#### Your goal
Return a copy of every line in the data below that contains "document".

#### Dataset entries
=======

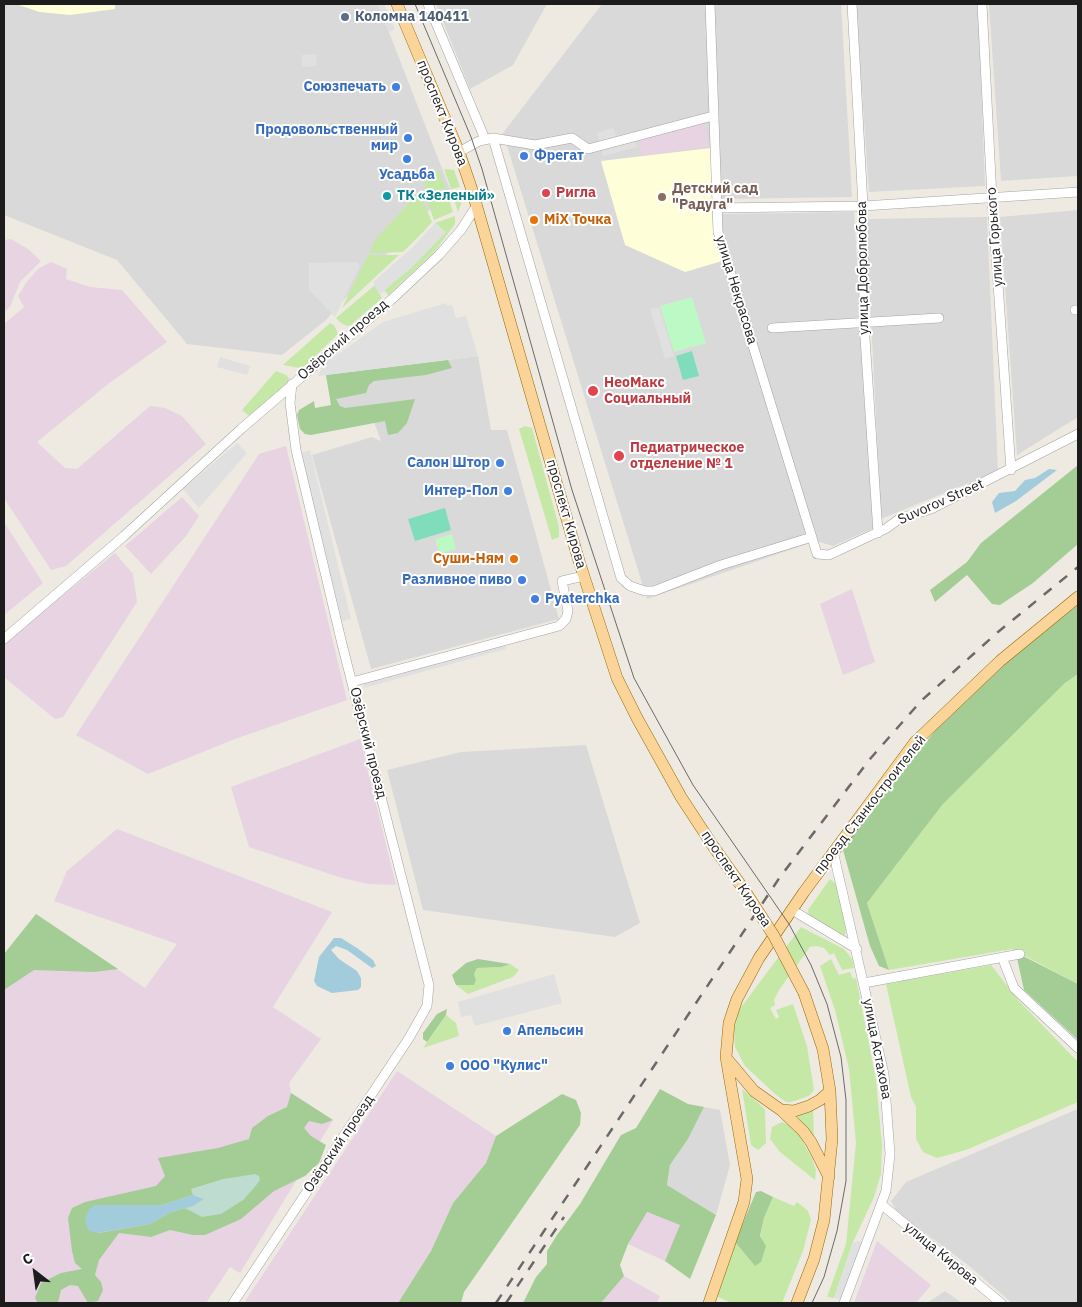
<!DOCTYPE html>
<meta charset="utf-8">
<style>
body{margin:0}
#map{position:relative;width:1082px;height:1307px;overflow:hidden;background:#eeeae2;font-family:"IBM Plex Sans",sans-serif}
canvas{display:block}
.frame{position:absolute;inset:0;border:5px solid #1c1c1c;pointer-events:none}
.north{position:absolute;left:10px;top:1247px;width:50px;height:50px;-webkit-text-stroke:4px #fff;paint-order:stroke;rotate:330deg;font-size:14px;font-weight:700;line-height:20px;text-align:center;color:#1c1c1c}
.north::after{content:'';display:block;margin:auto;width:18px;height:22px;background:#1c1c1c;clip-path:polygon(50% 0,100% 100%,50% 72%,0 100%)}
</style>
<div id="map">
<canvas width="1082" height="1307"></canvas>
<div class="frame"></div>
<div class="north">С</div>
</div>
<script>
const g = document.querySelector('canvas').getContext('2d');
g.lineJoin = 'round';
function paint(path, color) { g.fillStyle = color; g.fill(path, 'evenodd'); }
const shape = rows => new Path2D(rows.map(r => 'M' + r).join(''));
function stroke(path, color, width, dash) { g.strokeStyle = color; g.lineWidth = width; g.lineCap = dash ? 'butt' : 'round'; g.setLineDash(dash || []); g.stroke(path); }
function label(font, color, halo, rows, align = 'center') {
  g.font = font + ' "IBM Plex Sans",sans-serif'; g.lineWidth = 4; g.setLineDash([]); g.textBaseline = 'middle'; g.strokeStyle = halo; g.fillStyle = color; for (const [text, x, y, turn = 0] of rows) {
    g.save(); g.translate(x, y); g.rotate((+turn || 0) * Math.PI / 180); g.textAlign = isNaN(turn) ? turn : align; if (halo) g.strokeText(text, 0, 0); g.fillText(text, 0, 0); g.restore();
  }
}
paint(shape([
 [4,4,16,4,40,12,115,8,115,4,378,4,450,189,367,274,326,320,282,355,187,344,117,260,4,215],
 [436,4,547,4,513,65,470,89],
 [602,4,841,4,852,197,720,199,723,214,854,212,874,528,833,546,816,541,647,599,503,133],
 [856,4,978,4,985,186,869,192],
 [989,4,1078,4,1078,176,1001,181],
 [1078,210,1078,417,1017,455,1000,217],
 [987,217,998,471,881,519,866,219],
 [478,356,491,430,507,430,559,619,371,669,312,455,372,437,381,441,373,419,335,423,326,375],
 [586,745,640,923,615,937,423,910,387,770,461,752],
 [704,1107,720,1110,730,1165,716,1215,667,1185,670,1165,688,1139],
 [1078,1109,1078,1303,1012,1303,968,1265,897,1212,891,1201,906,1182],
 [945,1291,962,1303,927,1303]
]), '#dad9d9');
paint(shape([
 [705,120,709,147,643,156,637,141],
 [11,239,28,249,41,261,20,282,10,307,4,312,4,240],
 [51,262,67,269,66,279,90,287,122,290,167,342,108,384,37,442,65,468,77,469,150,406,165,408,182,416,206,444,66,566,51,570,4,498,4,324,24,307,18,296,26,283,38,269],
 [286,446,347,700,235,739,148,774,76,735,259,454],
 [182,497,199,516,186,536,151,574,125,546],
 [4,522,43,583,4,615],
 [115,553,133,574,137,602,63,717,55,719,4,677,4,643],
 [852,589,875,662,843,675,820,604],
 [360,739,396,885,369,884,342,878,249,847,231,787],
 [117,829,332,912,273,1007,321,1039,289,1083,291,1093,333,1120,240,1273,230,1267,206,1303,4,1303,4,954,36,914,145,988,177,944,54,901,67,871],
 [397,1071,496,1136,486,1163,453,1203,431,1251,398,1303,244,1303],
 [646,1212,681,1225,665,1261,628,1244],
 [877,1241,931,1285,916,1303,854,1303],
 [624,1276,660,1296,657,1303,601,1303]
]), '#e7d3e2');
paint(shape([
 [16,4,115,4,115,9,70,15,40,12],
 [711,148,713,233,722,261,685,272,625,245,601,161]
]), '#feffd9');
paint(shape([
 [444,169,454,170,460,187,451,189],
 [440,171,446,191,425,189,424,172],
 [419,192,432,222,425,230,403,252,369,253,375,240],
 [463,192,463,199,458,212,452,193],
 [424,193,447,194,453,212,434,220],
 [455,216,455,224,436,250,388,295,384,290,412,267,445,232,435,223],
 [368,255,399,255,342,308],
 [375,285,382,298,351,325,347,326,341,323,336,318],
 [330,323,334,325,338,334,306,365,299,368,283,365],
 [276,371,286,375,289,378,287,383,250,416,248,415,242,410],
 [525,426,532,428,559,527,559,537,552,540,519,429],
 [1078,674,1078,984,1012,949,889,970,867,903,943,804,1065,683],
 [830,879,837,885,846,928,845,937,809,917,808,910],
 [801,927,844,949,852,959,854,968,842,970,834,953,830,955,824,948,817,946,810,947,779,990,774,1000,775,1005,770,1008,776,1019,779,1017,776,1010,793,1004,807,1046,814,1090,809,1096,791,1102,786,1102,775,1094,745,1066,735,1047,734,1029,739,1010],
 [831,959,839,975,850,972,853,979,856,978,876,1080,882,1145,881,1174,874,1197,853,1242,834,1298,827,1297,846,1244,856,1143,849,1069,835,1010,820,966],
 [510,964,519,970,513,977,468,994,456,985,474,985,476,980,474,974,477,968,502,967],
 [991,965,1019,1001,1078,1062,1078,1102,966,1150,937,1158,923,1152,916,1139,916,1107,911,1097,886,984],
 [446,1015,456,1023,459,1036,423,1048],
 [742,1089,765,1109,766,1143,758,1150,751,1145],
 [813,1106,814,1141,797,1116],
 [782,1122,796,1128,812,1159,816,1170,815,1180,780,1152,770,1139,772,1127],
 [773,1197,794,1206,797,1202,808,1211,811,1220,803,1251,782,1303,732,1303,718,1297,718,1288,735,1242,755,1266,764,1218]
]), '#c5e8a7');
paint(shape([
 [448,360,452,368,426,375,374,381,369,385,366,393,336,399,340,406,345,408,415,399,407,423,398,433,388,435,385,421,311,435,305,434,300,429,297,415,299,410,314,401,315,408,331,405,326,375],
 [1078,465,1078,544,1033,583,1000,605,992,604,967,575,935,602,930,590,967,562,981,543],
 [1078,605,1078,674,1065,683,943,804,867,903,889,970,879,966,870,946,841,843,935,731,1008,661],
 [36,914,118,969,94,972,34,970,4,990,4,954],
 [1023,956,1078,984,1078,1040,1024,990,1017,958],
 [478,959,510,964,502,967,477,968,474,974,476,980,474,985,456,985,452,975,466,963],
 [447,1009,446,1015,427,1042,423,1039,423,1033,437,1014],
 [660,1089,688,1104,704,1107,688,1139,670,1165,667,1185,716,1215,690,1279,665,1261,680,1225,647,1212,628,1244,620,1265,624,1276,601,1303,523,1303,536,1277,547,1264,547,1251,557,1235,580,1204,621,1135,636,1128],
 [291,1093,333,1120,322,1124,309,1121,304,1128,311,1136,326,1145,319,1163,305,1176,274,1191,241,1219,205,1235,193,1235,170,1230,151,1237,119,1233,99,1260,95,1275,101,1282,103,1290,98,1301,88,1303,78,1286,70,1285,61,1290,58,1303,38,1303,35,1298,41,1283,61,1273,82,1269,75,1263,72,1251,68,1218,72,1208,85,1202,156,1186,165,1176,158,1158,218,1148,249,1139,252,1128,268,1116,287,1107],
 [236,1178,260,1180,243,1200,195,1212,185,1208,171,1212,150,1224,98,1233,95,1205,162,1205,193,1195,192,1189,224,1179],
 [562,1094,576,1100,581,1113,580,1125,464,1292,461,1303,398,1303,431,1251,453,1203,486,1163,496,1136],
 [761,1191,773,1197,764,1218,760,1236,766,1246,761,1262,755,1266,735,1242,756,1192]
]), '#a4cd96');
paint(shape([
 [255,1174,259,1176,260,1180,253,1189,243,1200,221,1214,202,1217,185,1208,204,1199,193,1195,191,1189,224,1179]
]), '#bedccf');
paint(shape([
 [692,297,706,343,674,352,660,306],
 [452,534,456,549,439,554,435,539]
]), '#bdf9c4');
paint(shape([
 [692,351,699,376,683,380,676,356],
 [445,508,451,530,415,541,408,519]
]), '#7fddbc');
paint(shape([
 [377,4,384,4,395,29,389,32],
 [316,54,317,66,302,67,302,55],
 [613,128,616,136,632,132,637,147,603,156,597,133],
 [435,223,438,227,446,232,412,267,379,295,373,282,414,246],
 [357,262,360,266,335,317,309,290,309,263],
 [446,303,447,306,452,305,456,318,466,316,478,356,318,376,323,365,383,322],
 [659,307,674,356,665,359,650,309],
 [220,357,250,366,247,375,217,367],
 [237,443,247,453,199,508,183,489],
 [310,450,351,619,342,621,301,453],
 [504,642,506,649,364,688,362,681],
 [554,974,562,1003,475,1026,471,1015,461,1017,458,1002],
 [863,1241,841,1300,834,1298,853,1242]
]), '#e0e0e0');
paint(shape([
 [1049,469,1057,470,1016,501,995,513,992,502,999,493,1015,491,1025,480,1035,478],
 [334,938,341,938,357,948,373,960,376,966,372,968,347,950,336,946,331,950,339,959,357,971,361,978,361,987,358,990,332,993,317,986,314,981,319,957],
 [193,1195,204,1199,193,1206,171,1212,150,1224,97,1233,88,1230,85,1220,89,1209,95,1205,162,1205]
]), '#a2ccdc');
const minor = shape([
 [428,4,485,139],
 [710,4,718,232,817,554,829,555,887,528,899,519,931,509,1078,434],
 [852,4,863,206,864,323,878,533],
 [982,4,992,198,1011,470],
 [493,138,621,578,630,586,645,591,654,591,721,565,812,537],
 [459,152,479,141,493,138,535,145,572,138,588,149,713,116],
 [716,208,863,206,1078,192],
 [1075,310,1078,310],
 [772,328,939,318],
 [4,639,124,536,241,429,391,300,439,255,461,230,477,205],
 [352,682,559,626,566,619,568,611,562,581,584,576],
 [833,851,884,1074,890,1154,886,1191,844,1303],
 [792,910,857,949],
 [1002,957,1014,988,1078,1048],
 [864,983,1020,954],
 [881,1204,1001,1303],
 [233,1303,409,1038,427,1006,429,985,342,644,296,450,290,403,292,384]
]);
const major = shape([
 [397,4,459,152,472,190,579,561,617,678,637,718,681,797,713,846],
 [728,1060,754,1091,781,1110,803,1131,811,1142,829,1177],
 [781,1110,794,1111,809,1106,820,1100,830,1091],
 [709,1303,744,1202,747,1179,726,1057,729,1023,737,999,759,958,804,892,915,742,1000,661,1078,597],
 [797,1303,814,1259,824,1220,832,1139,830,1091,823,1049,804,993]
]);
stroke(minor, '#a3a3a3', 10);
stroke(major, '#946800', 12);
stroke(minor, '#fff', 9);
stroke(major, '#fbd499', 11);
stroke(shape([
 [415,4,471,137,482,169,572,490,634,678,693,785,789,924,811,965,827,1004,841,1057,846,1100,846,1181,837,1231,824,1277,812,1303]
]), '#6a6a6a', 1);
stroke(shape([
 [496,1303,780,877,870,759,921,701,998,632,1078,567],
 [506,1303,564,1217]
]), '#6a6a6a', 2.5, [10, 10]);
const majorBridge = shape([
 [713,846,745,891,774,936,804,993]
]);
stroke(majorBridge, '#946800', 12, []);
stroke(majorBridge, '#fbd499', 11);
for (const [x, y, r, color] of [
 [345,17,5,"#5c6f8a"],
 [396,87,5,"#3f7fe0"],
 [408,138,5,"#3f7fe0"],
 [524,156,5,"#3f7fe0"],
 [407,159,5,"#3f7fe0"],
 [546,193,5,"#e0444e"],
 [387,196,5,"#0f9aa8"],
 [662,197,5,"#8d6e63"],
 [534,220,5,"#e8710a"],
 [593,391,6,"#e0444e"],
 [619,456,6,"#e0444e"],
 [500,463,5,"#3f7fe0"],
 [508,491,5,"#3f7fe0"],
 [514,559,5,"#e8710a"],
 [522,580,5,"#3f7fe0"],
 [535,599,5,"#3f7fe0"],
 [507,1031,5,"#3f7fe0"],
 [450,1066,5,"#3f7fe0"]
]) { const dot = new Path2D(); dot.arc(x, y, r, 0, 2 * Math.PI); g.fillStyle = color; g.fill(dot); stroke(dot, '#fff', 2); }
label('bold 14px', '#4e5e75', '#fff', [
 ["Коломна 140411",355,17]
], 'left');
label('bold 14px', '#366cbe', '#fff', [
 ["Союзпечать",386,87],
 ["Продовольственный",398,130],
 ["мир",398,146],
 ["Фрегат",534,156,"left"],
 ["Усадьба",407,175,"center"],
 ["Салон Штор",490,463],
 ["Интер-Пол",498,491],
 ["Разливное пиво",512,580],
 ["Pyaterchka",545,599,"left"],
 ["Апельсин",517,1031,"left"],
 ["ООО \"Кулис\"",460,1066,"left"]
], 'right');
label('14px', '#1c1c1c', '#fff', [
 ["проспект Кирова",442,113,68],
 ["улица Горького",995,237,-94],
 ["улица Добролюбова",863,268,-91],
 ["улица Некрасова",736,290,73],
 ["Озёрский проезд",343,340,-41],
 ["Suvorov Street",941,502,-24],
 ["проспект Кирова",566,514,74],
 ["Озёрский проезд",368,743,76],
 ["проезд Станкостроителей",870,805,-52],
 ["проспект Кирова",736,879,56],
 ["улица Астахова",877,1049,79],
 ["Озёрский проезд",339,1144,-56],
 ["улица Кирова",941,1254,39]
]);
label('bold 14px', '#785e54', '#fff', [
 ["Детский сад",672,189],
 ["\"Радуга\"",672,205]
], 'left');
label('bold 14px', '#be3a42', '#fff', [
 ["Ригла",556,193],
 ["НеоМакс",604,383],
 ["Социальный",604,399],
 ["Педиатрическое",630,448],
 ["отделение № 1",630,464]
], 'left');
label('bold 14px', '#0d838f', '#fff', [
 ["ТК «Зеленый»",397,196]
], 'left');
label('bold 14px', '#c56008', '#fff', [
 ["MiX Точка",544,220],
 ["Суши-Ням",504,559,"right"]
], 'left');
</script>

=======

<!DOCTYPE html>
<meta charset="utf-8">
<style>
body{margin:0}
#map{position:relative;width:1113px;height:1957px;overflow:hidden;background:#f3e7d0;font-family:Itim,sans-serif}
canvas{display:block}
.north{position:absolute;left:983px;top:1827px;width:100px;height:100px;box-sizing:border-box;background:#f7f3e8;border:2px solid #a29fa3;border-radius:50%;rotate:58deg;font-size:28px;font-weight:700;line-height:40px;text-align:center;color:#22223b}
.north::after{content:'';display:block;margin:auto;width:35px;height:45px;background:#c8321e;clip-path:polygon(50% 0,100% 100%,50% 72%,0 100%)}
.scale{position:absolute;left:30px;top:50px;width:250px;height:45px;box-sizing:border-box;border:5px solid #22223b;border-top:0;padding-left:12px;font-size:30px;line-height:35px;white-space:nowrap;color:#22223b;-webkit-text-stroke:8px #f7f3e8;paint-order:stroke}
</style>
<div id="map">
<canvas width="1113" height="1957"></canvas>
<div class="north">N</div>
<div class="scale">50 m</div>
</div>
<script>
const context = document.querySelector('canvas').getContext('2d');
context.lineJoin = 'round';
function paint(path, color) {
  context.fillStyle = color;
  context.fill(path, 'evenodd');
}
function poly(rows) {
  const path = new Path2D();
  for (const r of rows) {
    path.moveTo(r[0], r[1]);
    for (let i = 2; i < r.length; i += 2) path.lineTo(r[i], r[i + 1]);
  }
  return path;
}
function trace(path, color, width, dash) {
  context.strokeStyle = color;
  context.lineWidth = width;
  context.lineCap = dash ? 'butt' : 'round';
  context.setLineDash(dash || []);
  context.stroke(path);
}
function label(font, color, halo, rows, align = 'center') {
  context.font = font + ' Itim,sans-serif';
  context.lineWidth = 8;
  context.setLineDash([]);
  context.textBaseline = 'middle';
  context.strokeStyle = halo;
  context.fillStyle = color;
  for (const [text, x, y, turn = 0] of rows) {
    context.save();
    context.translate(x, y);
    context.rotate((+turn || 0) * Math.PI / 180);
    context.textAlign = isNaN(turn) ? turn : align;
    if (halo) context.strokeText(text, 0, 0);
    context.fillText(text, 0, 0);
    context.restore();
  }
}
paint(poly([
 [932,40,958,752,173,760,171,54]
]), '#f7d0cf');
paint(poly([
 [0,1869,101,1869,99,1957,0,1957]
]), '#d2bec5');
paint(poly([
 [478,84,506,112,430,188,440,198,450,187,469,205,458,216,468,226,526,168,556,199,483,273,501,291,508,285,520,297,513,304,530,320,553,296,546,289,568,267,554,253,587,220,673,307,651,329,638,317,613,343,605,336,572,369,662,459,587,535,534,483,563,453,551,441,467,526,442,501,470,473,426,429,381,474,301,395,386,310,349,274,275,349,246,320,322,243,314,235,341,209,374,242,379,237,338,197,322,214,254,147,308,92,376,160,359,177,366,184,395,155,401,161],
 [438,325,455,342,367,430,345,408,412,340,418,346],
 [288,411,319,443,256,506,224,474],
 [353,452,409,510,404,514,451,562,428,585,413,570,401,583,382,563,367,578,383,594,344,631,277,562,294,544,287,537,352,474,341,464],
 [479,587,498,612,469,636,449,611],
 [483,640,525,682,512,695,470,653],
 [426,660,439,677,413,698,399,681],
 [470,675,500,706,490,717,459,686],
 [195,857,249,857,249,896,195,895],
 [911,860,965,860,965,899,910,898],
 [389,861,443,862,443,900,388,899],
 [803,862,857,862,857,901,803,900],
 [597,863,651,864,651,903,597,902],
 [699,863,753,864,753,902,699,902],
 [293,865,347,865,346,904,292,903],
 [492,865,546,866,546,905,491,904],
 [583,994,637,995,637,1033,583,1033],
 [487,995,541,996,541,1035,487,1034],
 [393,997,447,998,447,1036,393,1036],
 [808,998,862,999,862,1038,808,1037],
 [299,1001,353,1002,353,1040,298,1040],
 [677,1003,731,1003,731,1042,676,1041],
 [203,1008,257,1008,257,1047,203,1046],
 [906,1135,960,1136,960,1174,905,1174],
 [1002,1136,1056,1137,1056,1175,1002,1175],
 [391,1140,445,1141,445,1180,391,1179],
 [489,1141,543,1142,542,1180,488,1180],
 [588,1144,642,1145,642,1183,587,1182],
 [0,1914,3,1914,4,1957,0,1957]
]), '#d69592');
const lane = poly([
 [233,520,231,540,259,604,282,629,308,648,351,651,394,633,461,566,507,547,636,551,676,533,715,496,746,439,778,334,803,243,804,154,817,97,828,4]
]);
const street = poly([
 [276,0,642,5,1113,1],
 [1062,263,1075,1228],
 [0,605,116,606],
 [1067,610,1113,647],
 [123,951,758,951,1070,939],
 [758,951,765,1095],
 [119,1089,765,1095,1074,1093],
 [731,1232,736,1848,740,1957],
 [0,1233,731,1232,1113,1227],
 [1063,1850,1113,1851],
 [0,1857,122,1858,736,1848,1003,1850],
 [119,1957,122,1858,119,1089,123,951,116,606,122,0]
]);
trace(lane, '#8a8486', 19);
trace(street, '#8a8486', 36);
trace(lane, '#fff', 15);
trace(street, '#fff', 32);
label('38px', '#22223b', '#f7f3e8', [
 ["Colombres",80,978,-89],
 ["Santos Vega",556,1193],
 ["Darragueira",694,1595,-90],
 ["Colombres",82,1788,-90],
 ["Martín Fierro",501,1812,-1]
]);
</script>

=======

#### Written solution
const g = document.querySelector('canvas').getContext('2d');
const context = document.querySelector('canvas').getContext('2d');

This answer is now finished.